En mérito de lo expuesto, la CORTE SUPREMA DE JUSTICIA, SALA DE CASACIÓN PENAL, administrando justicia en nombre de la República y por autoridad de la ley,
RESUELVE
Primero.- CASAR parcialmente la sentencia impugnada para:
a. Declarar la prescripción penal y civil respecto de los delitos de concierto para delinquir, falsedad ideológica en documento público y fraude procesal por los cuales se acusó a LUIS ENRIQUE RAMÍREZ MURILLO. En consecuencia, decretar la cesación de procedimiento en favor del prenombrado por razón de esos ilícitos.
a. Excluir de la condena proferida en contra del mismo RAMÍREZ MURILLO por el delito de lavado de activos los valores que exceden la suma de trescientos millones de pesos ($300.000.000) considerada en la resolución de acusación.
Segundo.- FIJAR a LUIS ENRIQUE RAMÍREZ MURILLO como penas principales 139 meses y 2 días de prisión, 50 salarios mínimos legales mensuales de multa y 139 meses y 2 días de inhabilitación para el ejercicio de derechos y funciones públicas, todas a título principal, y como pena accesoria prohibición para ejercer el comercio por el lapso de 69 meses y 18 días, por los delitos de peculado por apropiación, lavado de activos y testaferrato.
Tercero.- DETERMINAR que el valor de los daños y perjuicios causados con el delito de peculado por apropiación es el señalado en el fallo de primera instancia.
Cuarto.- DECLARAR que los restantes ordenamientos del fallo se mantienen incólumes.
Quinto.- COMPULSAR COPIAS de lo actuado con destino y para los fines referidos en el acápite final de la parte motiva de la presente decisión.

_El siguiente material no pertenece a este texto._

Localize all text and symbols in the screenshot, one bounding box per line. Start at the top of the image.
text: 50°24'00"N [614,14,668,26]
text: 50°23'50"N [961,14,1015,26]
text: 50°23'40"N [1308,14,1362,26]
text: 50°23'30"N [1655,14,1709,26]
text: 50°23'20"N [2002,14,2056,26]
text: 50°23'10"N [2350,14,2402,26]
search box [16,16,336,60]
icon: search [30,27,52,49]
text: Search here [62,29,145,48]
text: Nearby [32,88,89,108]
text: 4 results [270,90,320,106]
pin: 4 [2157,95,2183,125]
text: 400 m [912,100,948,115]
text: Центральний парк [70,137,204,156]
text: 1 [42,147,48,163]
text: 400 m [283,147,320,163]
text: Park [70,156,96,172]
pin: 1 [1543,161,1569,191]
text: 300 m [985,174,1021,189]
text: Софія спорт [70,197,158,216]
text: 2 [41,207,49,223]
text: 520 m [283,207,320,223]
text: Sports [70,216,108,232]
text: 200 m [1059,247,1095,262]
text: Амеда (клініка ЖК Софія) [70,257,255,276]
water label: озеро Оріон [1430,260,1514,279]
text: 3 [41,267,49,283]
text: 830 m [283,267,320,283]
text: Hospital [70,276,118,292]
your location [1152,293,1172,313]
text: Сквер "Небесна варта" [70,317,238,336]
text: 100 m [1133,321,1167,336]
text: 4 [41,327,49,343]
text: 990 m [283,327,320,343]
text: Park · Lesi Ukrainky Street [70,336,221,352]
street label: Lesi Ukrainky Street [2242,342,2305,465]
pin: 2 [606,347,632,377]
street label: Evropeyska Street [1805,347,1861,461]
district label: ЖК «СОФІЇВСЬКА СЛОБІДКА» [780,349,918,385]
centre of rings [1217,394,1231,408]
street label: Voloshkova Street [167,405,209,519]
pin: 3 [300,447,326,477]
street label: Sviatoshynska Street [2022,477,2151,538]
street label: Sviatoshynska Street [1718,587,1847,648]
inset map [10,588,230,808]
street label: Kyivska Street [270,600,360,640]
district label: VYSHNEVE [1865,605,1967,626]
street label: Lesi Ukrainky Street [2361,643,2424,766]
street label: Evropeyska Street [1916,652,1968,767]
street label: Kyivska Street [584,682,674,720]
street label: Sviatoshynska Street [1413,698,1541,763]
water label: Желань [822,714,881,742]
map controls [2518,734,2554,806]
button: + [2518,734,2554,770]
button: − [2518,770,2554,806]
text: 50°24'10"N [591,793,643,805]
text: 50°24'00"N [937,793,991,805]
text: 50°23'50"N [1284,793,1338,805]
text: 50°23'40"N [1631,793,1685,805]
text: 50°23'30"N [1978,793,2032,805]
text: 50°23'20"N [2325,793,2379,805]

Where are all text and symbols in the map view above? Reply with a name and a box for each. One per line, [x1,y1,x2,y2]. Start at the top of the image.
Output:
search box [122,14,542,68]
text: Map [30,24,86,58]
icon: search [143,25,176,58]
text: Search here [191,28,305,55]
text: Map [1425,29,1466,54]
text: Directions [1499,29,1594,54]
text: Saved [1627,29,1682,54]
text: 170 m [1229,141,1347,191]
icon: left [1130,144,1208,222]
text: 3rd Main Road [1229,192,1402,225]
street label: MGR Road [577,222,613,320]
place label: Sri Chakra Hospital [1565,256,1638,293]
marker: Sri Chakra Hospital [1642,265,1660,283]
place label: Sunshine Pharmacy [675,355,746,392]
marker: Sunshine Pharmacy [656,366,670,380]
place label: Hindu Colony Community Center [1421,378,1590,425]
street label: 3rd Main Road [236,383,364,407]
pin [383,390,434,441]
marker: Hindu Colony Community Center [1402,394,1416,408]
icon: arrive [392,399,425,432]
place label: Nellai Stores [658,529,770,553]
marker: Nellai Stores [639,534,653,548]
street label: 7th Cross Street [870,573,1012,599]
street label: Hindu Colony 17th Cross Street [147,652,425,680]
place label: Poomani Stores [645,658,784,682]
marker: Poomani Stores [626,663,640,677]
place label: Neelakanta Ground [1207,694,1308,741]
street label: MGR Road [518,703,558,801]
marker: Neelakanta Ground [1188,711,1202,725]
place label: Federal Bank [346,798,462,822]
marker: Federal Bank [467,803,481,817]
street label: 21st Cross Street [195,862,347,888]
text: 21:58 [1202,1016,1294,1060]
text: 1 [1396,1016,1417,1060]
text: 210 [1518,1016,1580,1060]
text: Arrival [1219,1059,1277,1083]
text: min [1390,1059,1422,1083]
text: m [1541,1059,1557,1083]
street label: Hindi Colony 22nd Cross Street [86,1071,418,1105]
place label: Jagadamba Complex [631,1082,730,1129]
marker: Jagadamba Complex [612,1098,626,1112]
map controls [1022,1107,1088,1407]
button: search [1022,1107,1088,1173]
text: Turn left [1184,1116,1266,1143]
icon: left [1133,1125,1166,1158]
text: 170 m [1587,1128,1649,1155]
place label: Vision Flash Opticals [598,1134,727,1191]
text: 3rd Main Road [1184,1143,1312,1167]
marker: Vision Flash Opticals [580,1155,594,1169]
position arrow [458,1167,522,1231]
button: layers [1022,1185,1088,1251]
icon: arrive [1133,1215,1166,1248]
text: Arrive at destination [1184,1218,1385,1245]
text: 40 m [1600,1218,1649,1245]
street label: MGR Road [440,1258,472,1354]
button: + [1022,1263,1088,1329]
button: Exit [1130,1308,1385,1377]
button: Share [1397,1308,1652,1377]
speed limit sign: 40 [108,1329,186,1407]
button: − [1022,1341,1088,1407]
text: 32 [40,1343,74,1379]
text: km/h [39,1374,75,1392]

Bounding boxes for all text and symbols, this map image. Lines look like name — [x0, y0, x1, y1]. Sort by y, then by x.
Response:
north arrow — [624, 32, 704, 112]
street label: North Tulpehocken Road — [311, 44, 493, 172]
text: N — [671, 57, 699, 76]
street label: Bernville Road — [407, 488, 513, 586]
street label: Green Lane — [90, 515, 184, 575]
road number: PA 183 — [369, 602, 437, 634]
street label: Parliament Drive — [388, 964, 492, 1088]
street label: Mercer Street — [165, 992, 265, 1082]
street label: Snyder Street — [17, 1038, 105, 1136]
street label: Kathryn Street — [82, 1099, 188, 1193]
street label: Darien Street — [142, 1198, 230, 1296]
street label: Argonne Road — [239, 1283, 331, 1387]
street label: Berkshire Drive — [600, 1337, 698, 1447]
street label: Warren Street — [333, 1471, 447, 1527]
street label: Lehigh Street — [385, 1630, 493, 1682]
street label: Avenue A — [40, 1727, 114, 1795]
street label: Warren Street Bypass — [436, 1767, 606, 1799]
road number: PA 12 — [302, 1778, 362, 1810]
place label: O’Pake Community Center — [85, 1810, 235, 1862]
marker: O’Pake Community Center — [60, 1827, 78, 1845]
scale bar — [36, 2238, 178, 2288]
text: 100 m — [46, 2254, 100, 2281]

Contra esta sentencia no procede recurso alguno.
Notifíquese y cúmplase
FERNANDO ALBERTO CASTRO CABALLERO
JOSÉ LUIS BARCELÓ CAMACHO
JOSÉ LEONIDAS BUSTOS MARTÍNEZ
EUGENIO FERNÁNDEZ CARLIER
MARÍA DEL ROSARIO GONZÁLEZ MUÑOZ
GUSTAVO ENRIQUE MALO FERNÁNDEZ
EYDER PATIÑO CABRERA
PATRICIA SALAZAR CUÉLLAR
LUIS GUILLERMO SALAZAR OTERO
NUBIA YOLANDA NOVA GARCÍA
Secretaria
1 Ver página 6 de la sentencia de segunda instancia.
2 Sentencia del 13 de abril de 2009. Rad. 30125. En el mismo sentido, sentencias del 13 de mayo de 2009, Rad. 31424 y del 29 de julio de 2009, Rad. 31743.
3 Cfr. Sentencia del 3 de junio de 2009, radicación 3182.
4 Cfr. Sentencia del 20 de junio de 2012, radicación 37921.
5 Folios 131 y 132 del cuaderno original # 21.
6 Página 83 del fallo de segunda instancia.
7 Se recuerda con la sentencia de primera instancia fue de carácter absolutorio.
8 Sentencia del 19 de noviembre de 2003, radicación 18787.
9 Sentencia del 21 de noviembre de 2002, radicación 16472.
10 Folio 7A del cuaderno original # 1.
11 Este aspecto tampoco fue impugnado por la Fiscalía.